## WORK REQUIRED
Everything from the first line of the material below through the line containing "2px #645039) drop-shadow(0" is to be printed exactly, and nothing more.

- - - -

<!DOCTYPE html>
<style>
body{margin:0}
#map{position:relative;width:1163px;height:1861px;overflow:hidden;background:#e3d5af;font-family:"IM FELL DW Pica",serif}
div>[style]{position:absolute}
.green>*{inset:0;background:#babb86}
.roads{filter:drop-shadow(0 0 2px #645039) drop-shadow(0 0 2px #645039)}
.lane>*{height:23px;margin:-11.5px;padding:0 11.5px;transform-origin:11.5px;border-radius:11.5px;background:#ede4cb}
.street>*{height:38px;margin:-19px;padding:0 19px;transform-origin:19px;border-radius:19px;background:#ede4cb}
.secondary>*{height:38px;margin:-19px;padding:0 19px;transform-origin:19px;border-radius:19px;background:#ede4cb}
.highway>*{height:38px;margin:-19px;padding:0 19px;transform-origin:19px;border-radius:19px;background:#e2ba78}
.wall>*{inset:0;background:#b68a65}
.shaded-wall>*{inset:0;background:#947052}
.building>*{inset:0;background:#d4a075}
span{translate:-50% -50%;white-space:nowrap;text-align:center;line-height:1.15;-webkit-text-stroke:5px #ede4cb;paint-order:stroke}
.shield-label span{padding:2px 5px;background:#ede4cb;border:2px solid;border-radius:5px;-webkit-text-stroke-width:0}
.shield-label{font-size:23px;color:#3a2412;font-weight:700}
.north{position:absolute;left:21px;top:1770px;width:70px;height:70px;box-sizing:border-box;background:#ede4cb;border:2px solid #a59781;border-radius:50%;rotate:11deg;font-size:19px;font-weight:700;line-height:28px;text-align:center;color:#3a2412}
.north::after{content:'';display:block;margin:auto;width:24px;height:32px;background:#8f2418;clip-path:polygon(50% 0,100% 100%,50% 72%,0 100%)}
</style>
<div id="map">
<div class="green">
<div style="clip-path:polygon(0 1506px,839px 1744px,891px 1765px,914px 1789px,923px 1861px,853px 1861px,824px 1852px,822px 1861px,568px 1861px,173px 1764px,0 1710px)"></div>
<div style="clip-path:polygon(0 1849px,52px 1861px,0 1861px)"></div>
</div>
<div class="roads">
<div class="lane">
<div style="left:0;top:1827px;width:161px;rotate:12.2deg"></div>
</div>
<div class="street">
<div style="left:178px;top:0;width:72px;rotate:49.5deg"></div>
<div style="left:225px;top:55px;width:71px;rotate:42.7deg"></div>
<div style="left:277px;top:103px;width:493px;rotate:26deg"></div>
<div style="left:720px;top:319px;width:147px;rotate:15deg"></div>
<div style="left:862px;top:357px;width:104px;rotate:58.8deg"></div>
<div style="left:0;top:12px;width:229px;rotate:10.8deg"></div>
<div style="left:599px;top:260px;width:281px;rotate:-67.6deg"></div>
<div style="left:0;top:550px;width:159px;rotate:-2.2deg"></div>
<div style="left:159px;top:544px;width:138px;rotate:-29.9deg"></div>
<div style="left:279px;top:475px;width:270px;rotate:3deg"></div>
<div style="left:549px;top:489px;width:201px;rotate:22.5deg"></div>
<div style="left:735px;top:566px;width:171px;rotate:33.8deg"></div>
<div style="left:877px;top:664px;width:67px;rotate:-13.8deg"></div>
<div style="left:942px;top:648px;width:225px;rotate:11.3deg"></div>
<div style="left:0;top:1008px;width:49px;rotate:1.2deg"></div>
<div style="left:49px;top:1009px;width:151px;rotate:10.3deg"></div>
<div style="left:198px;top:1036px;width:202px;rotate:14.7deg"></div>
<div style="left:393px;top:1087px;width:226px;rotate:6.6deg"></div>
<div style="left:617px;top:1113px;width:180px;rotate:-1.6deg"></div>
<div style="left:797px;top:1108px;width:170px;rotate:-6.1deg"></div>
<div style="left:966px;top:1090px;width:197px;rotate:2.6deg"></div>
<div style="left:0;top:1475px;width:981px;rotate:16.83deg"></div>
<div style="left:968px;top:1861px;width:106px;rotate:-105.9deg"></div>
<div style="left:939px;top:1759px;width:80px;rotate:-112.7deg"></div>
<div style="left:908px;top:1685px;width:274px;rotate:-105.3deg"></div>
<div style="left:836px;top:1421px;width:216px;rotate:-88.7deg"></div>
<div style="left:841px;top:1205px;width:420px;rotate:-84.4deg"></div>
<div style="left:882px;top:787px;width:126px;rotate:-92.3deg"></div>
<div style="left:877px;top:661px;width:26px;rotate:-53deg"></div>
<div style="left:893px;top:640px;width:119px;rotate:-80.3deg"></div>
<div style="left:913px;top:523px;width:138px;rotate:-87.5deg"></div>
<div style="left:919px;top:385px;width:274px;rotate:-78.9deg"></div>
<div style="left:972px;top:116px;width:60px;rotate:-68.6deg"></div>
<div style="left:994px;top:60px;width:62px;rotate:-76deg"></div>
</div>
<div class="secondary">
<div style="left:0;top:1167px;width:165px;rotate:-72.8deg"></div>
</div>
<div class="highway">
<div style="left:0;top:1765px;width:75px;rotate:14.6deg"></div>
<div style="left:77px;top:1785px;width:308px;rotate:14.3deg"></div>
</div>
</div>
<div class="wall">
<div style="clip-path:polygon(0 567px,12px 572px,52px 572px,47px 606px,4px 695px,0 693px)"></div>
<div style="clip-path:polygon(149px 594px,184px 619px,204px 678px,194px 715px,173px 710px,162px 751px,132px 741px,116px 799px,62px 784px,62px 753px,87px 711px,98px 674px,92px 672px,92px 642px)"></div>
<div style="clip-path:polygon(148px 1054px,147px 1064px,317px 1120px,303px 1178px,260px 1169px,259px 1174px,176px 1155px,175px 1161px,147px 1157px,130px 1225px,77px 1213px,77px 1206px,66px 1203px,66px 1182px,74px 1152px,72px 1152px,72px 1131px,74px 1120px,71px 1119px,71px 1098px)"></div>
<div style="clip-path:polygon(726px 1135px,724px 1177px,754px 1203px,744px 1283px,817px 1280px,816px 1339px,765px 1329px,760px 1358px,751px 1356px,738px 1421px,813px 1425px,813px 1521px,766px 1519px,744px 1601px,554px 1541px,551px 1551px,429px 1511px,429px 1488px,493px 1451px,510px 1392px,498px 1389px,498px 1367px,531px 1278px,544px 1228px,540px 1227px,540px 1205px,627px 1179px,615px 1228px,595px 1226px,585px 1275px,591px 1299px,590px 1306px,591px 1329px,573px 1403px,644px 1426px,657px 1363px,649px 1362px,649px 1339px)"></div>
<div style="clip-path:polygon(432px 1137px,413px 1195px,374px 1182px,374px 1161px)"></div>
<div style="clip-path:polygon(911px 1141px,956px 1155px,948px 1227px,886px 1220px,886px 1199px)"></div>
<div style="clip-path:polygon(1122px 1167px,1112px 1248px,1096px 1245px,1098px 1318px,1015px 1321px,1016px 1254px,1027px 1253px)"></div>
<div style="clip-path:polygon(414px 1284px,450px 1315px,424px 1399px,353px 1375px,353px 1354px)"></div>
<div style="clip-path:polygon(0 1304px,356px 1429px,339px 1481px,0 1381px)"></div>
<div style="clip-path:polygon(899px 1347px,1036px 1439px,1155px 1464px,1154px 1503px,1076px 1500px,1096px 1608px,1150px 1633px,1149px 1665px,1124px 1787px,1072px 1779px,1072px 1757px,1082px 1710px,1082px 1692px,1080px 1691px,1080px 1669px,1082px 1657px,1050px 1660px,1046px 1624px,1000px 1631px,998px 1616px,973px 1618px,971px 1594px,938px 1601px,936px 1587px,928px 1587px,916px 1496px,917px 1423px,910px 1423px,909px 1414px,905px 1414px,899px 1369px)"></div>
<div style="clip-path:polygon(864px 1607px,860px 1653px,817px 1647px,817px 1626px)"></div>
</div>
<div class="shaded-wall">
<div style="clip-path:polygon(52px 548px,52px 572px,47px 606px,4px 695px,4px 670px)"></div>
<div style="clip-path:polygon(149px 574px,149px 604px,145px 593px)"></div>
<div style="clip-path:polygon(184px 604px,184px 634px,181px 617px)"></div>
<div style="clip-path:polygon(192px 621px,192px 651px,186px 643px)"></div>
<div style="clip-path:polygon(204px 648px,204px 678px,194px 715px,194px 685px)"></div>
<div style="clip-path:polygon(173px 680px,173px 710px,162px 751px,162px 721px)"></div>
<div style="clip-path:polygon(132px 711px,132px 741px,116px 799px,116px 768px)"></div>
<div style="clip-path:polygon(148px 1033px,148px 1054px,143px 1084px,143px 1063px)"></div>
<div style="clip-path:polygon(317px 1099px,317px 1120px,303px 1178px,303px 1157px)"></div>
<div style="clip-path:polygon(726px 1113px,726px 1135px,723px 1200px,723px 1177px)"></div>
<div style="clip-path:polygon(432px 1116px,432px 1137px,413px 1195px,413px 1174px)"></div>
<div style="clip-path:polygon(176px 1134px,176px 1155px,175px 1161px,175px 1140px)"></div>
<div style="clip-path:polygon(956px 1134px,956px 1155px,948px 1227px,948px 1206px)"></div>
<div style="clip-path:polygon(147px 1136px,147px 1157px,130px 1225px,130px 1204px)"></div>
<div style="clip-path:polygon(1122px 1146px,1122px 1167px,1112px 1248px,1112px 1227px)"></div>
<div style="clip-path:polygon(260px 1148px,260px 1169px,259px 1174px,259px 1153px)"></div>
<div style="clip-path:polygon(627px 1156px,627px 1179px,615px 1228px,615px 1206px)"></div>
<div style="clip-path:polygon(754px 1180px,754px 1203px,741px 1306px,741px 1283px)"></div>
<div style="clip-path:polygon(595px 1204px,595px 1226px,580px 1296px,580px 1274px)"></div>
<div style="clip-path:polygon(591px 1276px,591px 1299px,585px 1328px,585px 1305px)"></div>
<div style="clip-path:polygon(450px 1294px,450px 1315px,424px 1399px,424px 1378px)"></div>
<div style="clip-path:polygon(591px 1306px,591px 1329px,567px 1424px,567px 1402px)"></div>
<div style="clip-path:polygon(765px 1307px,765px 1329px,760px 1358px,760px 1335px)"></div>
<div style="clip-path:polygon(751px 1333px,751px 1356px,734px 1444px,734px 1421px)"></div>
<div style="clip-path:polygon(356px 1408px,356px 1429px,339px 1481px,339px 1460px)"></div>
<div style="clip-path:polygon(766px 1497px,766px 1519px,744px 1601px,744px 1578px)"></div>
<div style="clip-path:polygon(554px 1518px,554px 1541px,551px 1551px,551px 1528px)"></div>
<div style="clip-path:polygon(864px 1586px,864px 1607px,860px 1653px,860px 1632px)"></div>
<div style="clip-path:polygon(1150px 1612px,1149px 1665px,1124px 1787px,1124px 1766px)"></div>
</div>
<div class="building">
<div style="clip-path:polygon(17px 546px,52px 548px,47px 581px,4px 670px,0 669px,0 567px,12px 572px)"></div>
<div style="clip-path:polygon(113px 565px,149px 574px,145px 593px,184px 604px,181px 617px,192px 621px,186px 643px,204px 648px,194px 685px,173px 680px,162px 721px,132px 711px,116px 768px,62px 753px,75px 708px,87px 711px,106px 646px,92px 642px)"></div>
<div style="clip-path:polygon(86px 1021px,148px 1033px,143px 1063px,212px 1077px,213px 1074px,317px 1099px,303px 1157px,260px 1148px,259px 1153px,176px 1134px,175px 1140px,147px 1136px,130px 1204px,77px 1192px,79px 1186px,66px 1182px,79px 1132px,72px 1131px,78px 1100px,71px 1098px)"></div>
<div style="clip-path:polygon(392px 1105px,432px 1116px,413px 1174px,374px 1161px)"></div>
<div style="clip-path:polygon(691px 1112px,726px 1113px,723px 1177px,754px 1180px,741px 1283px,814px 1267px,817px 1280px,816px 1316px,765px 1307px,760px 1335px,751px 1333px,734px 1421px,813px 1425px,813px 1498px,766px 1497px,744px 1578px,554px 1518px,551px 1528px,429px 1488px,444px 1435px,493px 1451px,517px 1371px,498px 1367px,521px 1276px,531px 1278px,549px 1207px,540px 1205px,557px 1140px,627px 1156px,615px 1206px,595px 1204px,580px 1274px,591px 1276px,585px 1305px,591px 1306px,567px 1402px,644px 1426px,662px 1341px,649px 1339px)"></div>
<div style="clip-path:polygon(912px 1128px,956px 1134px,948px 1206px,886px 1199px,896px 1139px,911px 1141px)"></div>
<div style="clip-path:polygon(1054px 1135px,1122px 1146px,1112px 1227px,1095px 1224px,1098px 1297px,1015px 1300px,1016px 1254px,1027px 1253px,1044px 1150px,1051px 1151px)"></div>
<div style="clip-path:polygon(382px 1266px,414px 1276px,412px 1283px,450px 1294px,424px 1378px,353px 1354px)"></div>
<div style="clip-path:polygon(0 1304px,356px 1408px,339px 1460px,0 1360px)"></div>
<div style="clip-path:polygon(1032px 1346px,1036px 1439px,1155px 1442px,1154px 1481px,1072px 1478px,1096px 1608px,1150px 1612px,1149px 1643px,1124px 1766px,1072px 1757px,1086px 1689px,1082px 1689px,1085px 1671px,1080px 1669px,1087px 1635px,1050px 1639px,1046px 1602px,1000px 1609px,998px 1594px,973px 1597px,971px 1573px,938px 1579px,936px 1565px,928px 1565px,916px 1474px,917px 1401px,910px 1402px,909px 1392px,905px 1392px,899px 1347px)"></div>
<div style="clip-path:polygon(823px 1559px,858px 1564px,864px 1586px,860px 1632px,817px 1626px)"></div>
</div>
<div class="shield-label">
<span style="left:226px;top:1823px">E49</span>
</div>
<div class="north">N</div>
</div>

- - - -

## RESULT BELOW
<!DOCTYPE html>
<style>
body{margin:0}
#map{position:relative;width:1163px;height:1861px;overflow:hidden;background:#e3d5af;font-family:"IM FELL DW Pica",serif}
div>[style]{position:absolute}
.green>*{inset:0;background:#babb86}
.roads{filter:drop-shadow(0 0 2px #645039) drop-shadow(0 0 2px #645039)}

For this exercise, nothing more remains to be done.